The better we are at noticing how we think and what we think, the more opportunities we have to change. That's basically how we reprogram ourselves.

Reprogramming physical habits

As for body habits, how do we deal with them? One of the best ways is to practice moving slowly and smoothly. Moving slowly and smoothly gives you the chance to notice what is happening, particularly if you repeat a movement over and over again. The repeated changes in sensation, particularly when doing asymmetrical movements, help you to notice differences in sides.

This same type of movement (slow, smooth, repeated) can be used to help feel and control parts of your body.

Habits are a double edged sword

Now then, with physical habits, we don't have to think. And that's a double edged sword. That's because we can devote the consciousness that is freed up to doing whatever we like. So for example, having learned the necessary habits for driving, we can tend to use the freed up consciousness to play with the radio or phone or daydream. Alternatively we can put it on what we are doing, driving.

Sharpening both edges

I mentioned that with consciousness we can either be thinking or doing. Habits allow us to think while we are doing. But they also allow us to focus our awareness on other things.

So for example, learning to drive, we generally learn in a car park or other environment so that we can focus on learning the necessary component habits of vehicle control. Once we've learned those things, we can drive on roads with gradually more traffic and at higher speeds. Now our focus is on what is around us. We then use habits to respond to what is around us.

What if we are back to driving on an empty road? There's nothing really to focus on but the road itself. However, we could devote awareness to our control habits, how we steer, how we accelerate and brake. Now instead of just using these controls we can choose to practice using them smoothly.

Likewise when using our body, as we learn different control habits, rather than letting our mind wonder, we can notice the way we use those habits, or we can notice how we use habits in combination. Or we can simply enjoy the sensations generated as we ride our own body.

Noticing ourselves and how we interact

Now this still hasn't gotten to how of changing ourselves. I mentioned how I learned to notice when I swore. And now I can swear or not swear. It's a choice or option.

So becoming aware of habits we can override them or choose whether they implement or not. And this is what can happen if you pay attention to how you operate your vehicle controls while driving. You can modify your habits or choose how you implement them.

If you also pay attention to how you interact with other people, or how you act in general, you can begin to notice the way you do things. As a result, you can notice the things that you would like to change and then go about changing them.

Noticing how we act (and think) so that we can change how we act (and think)

Note that one way of dealing with habits is to create or train optional habits. So for example, trying to stop myself from swearing I used substitute words. Initially I used the word after the swear but as I got better at noticing when I was going to swear I was able to substitute the word for the actual swear.

Eventually, I learned to simply stop myself from swearing.

Overall, if we want to change ourselves, then one way to go about it is to notice the habits we use. We can adjust those habits, we can develop new habits. By learning to create habits at will we can reprogram ourselves.

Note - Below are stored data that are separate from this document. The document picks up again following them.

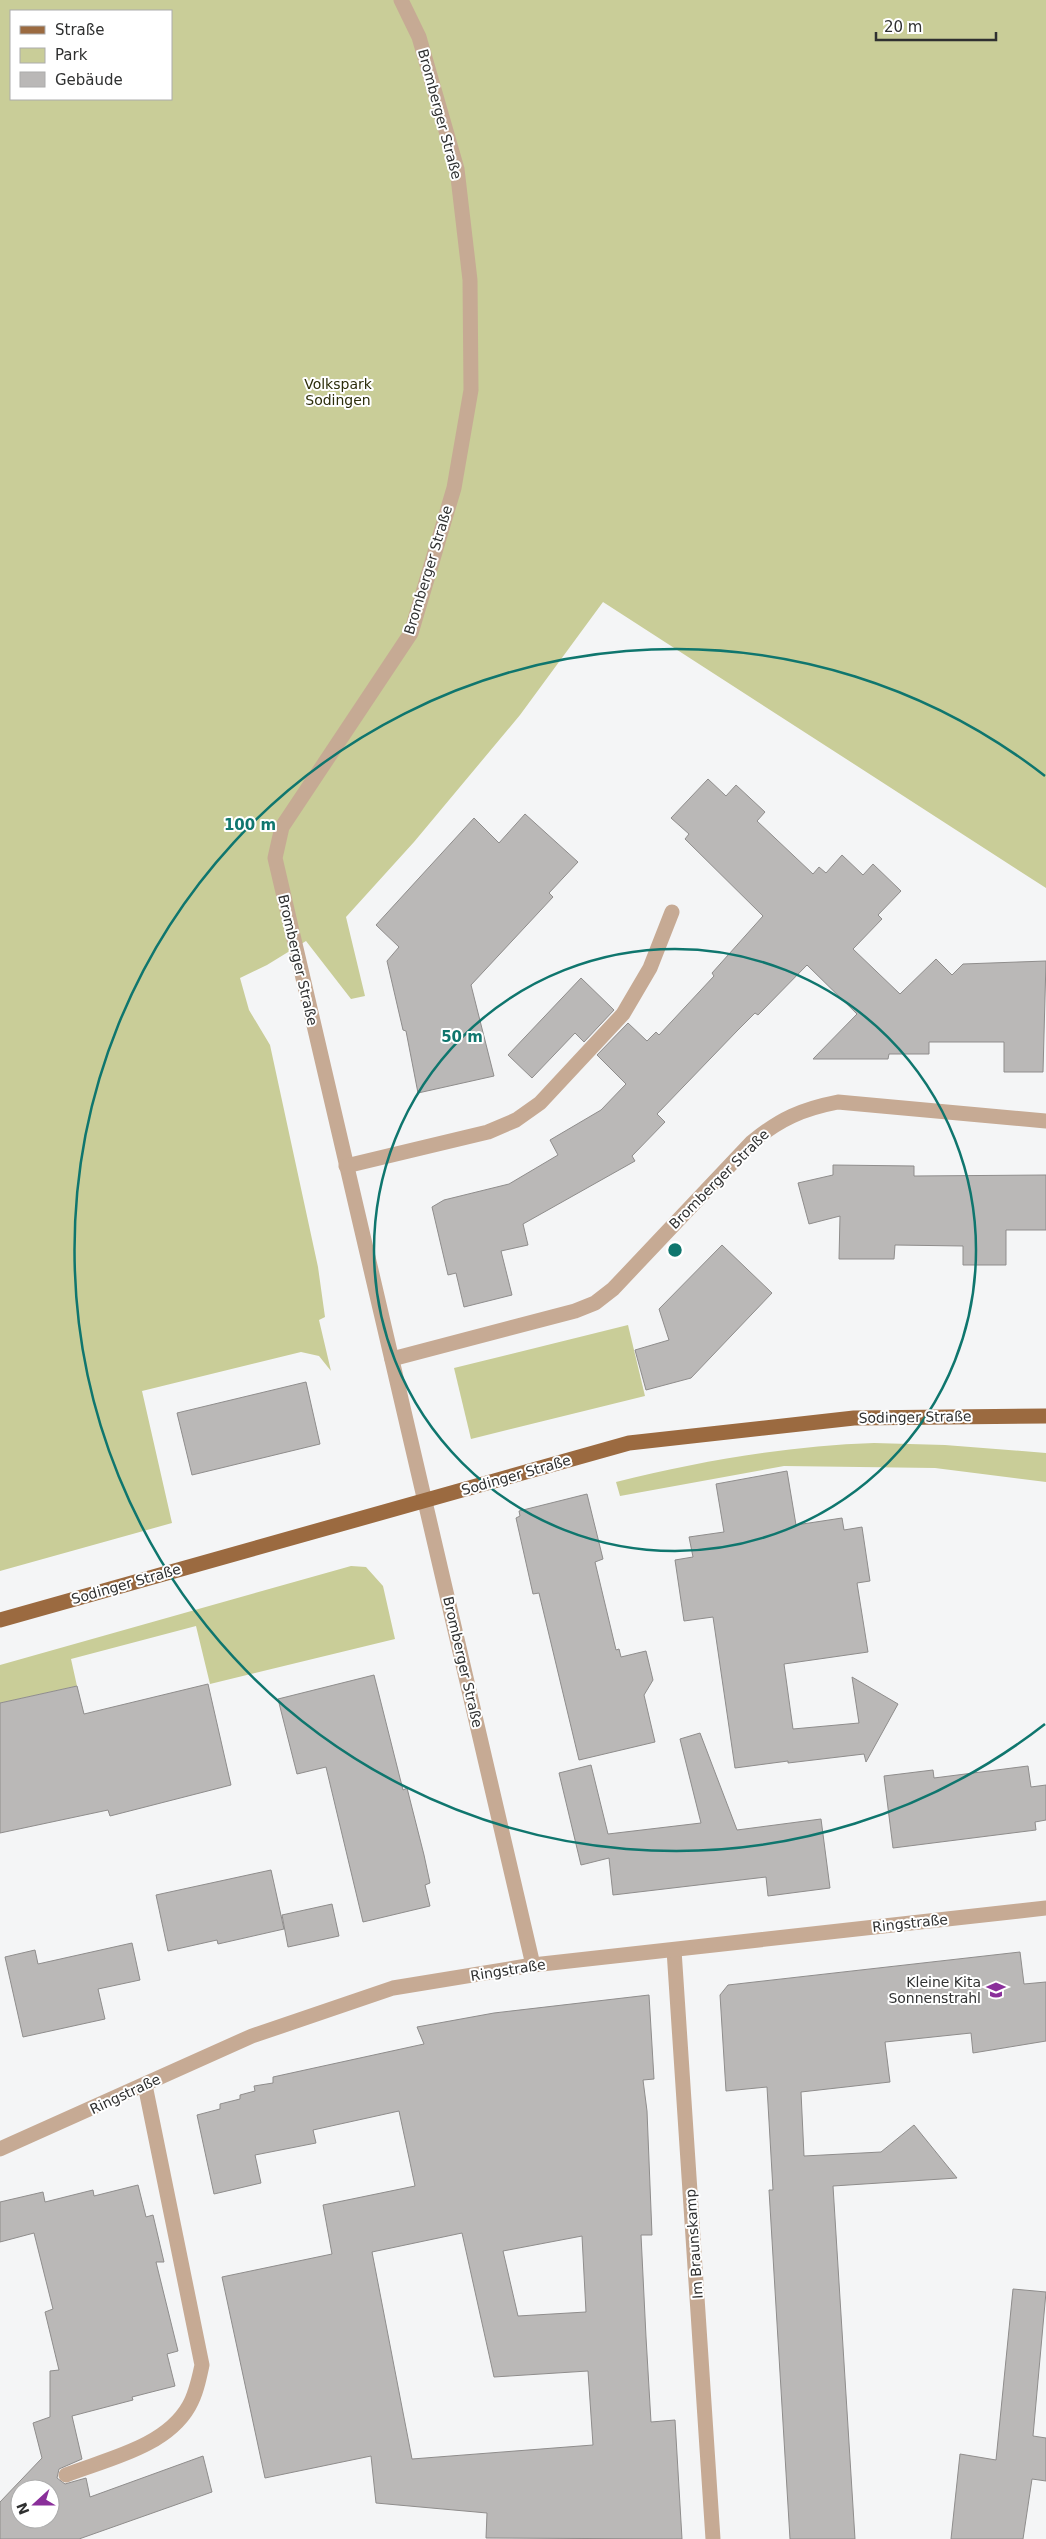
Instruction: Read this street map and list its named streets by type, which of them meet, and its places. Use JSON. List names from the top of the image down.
{
  "streets": {
    "main road": ["Sodinger Straße"],
    "street": ["Bromberger Straße", "Ringstraße", "Im Braunskamp"]
  },
  "crossings": [
    ["Bromberger Straße", "Sodinger Straße"],
    ["Bromberger Straße", "Ringstraße"],
    ["Ringstraße", "Im Braunskamp"]
  ],
  "parks": ["Volkspark Sodingen"],
  "places": {
    "school or university": ["Kleine Kita Sonnenstrahl"]
  },
  "legend": ["Straße", "Park", "Gebäude"],
  "scale_bar": "20 m",
  "north": "left",
  "rings": ["100 m", "50 m"]
}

One reason for starting with the body, or focusing on it, is that it can be easier to notice physical habits. This can be an end in and of itself. Learning to feel and control your body. But it can also lead towards better control of your mind. We can notice the thoughts that accompany our exercises. As a result we can then change the way we think about various exercises. From there we can learn to change our thinking patterns.

And that's where we truly get into rewriting our operating system and reprogramming ourselves, by noticing our thoughts, the way we think, and changing those thoughts if we choose to.